*** TASK MATERIAL Section Begins ***

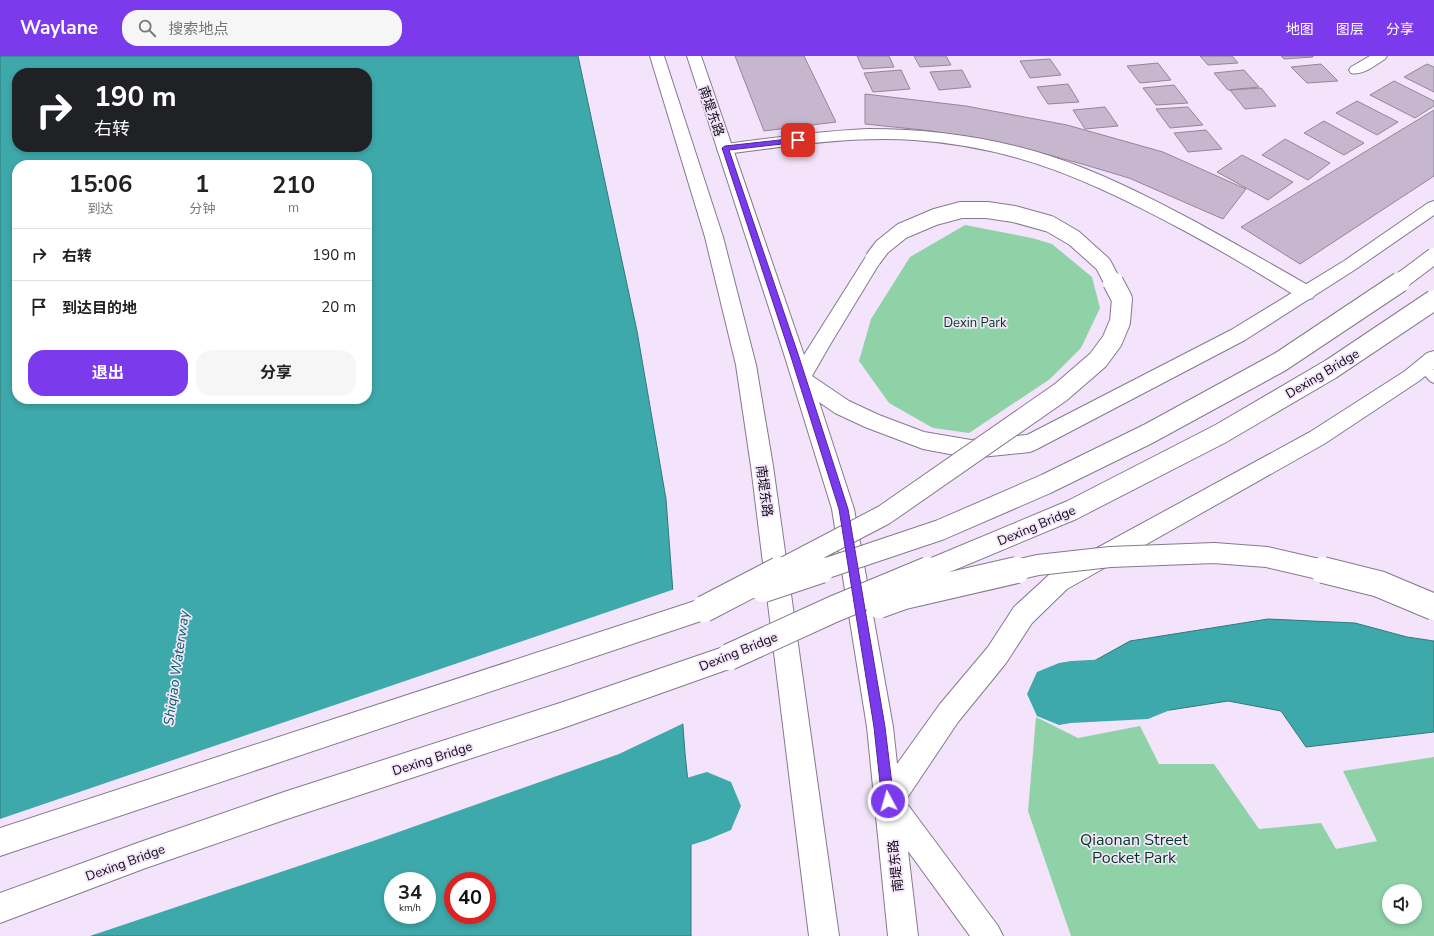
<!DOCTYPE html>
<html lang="zh">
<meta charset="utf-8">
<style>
:root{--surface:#fff;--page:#f6f6f6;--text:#222;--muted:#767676;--line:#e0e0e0;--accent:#7c3aed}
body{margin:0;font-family:"Nunito Sans","Noto Sans SC",sans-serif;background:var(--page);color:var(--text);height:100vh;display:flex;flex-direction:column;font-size:15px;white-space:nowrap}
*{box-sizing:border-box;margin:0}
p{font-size:13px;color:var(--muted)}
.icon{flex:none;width:22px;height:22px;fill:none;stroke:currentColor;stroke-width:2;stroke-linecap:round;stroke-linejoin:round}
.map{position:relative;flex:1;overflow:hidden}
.sheet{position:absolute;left:12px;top:104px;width:360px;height:244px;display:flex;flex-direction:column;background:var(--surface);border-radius:16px;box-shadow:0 2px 6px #0003}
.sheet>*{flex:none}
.hud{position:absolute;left:12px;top:12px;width:360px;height:84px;border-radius:16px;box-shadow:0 2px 6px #0003;background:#202124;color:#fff;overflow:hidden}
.buttons{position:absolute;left:1382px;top:828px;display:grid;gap:8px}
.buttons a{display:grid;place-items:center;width:40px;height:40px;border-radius:50%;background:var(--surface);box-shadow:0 2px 6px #0003;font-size:20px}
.speed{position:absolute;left:384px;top:816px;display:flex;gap:8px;font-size:20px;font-weight:700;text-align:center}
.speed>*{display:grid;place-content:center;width:52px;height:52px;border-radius:50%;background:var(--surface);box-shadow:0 2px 6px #0003;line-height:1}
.speed small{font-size:10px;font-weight:400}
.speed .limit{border:6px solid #d22;background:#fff;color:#111}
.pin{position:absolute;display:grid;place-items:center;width:34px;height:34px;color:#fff;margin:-17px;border-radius:8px;box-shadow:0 2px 6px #0006}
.me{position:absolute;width:44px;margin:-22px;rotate:354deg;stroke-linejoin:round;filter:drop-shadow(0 0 3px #0008)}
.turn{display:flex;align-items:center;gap:14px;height:84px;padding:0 16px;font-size:18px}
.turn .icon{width:52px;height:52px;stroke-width:2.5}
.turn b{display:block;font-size:28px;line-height:34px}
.eta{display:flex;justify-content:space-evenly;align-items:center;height:68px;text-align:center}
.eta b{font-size:24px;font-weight:700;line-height:28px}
.button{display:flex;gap:8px;margin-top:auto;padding:8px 16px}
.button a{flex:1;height:46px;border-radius:16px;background:var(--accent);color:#fff;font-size:16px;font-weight:700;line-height:46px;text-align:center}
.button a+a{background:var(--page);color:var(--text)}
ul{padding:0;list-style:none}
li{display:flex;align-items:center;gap:12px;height:52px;padding:0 16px;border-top:1px solid var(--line)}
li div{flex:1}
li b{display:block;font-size:15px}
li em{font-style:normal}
header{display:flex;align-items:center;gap:24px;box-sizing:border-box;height:56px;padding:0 20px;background:var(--accent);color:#fff}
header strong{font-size:19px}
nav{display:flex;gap:22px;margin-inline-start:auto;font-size:14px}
.search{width:280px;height:36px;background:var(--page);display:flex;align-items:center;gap:10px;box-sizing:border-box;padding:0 14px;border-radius:16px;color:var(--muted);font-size:15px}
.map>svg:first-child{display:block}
</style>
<header>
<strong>Waylane</strong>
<div class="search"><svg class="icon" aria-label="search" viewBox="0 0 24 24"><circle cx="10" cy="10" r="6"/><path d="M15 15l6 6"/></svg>搜索地点</div>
<nav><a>地图</a><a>图层</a><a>分享</a></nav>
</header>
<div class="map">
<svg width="1434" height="880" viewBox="0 0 1434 880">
<rect width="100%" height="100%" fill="#f3e4fb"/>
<path fill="#8fd2a8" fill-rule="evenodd" d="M965,169L1032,182L1052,188L1092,221L1100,252L1081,292L1050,323L969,377L933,372L889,347L859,305L871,263L910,201Z
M1036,661L1078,682L1140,670L1159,708H1214L1259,773L1321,767L1336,793L1377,785L1343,715L1434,701V880H1071L1028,755ZM1389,835H1415V861H1389Z"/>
<path fill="#3ea9ab" stroke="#30797d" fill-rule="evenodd" d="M0,0H578L637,275L666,443L685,697L691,755V880H0ZM17,17H367V91H17ZM17,109H367V343H17ZM393,825H427V859H393ZM453,825H487V859H453Z
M1268,563L1355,567L1407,581L1434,585V676L1306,691L1281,655L1228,645L1138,659L1108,660L1071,636L1094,605L1130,585Z"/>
<path fill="#f3e4fb" d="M675,533L684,667L619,698L376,784L90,880H0V763Z"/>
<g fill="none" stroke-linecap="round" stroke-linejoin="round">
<path fill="#3ea9ab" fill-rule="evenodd" d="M1148,601L1170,610L1180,632L1170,654L1148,663L1071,667L1059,669L1037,660L1027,638L1037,616L1059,607L1071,605Z
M707,716L731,726L741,750L731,774L707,784L618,812L593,802L583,777L593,752L618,742Z"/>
</g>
<path fill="#c6b7ce" stroke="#93859a" d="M735,0H804L836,66L764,75Z
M857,0H889L894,11L863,13Z
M914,0H946L951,9L920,11Z
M1200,0H1232L1238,7L1208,9Z
M1281,0H1313V1L1284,3Z
M1050,3L1061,19L1030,22L1020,5Z
M1158,7L1171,24L1140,27L1127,10Z
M1321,8L1338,25L1307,27L1291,11Z
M1427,8L1434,11V36L1404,21Z
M901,14L910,33L873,36L864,17Z
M962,14L971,31L939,34L930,16Z
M1244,14L1259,31L1228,34L1214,17Z
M1394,25L1434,45V50L1415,62L1370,39Z
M1068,28L1079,46L1048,48L1037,31Z
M1174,29L1188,47L1156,49L1143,32Z
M1261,32L1276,50L1245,53L1230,34Z
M865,38L966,50L1067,69L1163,96L1246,133L1223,163L1129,122L1082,108L1023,92L932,75L865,68Z
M1357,45L1398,66L1377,79L1336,57Z
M1105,51L1118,70L1085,73L1073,54Z
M1188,51L1203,69L1170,72L1156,53Z
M1434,54V120L1300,208L1241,171Z
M1324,65L1364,87L1344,99L1304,77Z
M1206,74L1222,93L1188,96L1174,77Z
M1285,83L1330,107L1308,124L1262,99Z
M1242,99L1293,126L1268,144L1217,116Z"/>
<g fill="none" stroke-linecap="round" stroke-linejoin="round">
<defs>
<path id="lane" d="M1423,306L1427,308L1434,314V327L1430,325L1417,311L1419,308Z"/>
<path id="street" d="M1370,0H1387L1385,3C1375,9 1363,20 1351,17L1349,14L1351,11Z
M868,73C930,73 991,81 1050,100C1100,116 1147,140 1194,165C1234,187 1273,209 1313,232L1315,237L1313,242L1306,244L1299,242C1261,218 1222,195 1183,174C1093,126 1018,91 914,84C851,80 788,90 725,98L719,97L717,93L719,89L725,88C773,82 820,75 868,73Z"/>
<path id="secondary" d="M650,0H664L723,181L756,309L773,410L839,880H809L751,410L736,309L705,181Z
M687,0H701L804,299L867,199L873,197L879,199L882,203L831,287L812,320L849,345L879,359L924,376L971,384L1027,379L1231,274L1344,205L1428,147L1434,145V159L1356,213L1245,284L1037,393L1030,396L971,402L923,393L865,371L835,357L819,346L854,453L893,671L897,708L940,648L988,591L1014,551L1051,517L1310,376L1405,315L1427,297L1434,295V313L1419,325L1324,388L1067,533L1032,567L1006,607L958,666L905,745L998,870L1003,880H970L908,795L918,880H888L867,671L832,453L785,301Z
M704,542L712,545L716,553L712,561L704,564L0,800V772Z
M729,589L738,593L741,601L738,609L729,613L563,672L284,764L143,813L0,867V837L143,785L284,736L563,646Z"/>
</defs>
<use href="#lane" stroke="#86798d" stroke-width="2"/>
<use href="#street" stroke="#86798d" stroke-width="2"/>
<use href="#secondary" stroke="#86798d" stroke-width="2"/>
<use href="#lane" fill="#fff" fill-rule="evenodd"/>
<use href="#street" fill="#fff" fill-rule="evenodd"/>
<use href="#secondary" fill="#fff" fill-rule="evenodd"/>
<defs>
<path id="secondary-bridge-far2" d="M873,203L882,191L902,175L935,161L961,154H987L1014,158L1050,168L1074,182L1103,208L1113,227
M1398,227L1434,200"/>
<path id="secondary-bridge-far1" d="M777,515L884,459L1061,336L1098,304L1112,285L1120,266L1122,243L1113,226
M818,515L940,474L1046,428L1148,378L1280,306L1400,226
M926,515L1072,454L1220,378L1331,313L1434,244
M1012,515L1038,509L1110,501L1214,497L1267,501L1327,515"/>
<path id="secondary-bridge" d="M1323,514L1379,528L1434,551
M764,533L821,514
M879,549L904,540L1017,514
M704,553L779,514
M729,601L834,553L928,514"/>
</defs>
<use href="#secondary-bridge-far2" stroke="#86798d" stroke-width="18" stroke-linecap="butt"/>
<use href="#secondary-bridge-far1" stroke="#86798d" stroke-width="22" stroke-linecap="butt"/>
<use href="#secondary-bridge" stroke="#86798d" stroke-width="28" stroke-linecap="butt"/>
<use href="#secondary-bridge-far2" stroke="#fff" stroke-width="16"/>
<use href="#secondary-bridge-far1" stroke="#fff" stroke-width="20"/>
<use href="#secondary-bridge" stroke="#fff" stroke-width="26"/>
</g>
<path fill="#7c3aed" stroke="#51269a" d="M798,82L801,84L800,86L729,94L799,301L848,453L885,671L894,745L892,749L888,751L884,749L882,745L874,671L839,453L791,301L722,92L725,90Z"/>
<g text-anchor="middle" stroke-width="3.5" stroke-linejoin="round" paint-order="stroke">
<g font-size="13" fill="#0f0a11" stroke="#f3e4fb">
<text transform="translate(712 55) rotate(71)" y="5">南堤东路</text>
<text transform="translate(1322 317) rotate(-31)" y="5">Dexing Bridge</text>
<text transform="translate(765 435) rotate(82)" y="5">南堤东路</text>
<text transform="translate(1036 469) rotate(-23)" y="5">Dexing Bridge</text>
<text transform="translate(738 595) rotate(-22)" y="5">Dexing Bridge</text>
<text transform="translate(432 702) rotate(-18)" y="5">Dexing Bridge</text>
<text transform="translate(125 806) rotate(-20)" y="5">Dexing Bridge</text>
<text transform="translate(895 810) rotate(-96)" y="5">南堤东路</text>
</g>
<g font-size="13" fill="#00391e" stroke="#f3e4fb">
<text x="975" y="271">Dexin Park</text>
</g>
<g font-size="14" font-style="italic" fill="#016062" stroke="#f3e4fb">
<text transform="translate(176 612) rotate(-82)" y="5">Shiqiao Waterway</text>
</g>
<g font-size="16" fill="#00391e" stroke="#f3e4fb">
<text x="1134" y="789">Qiaonan Street<tspan x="1134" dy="18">Pocket Park</tspan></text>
</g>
</g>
</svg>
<div class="buttons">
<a><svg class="icon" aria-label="sound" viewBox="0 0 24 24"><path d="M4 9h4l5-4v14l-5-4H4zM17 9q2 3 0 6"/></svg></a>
</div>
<div class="speed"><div>34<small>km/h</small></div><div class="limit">40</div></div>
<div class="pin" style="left:798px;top:84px;background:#d93025"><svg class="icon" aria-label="arrive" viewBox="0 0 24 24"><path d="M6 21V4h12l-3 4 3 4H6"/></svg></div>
<svg class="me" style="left:888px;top:745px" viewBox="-20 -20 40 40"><circle r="17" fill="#7c3aed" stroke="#fff" stroke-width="3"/><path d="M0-11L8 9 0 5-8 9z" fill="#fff"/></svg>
<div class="hud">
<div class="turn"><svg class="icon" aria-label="right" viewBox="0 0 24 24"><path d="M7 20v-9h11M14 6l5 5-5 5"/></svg><div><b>190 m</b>右转</div></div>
</div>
<section class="sheet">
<div class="eta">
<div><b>15:06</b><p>到达</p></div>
<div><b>1</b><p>分钟</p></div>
<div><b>210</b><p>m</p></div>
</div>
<ul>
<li><svg class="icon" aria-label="right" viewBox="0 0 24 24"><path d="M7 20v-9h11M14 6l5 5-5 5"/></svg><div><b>右转</b></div><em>190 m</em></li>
<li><svg class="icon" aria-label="arrive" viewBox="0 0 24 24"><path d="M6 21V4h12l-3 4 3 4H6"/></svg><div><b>到达目的地</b></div><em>20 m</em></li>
</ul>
<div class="button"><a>退出</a><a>分享</a></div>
</section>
</div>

*** TASK MATERIAL Section Ends ***

**WHAT THIS TASK INVOLVES**
Within the data above, how many lines include "buttons"? The number alone is the answer.

**REPLY TO THE EXERCISE**
3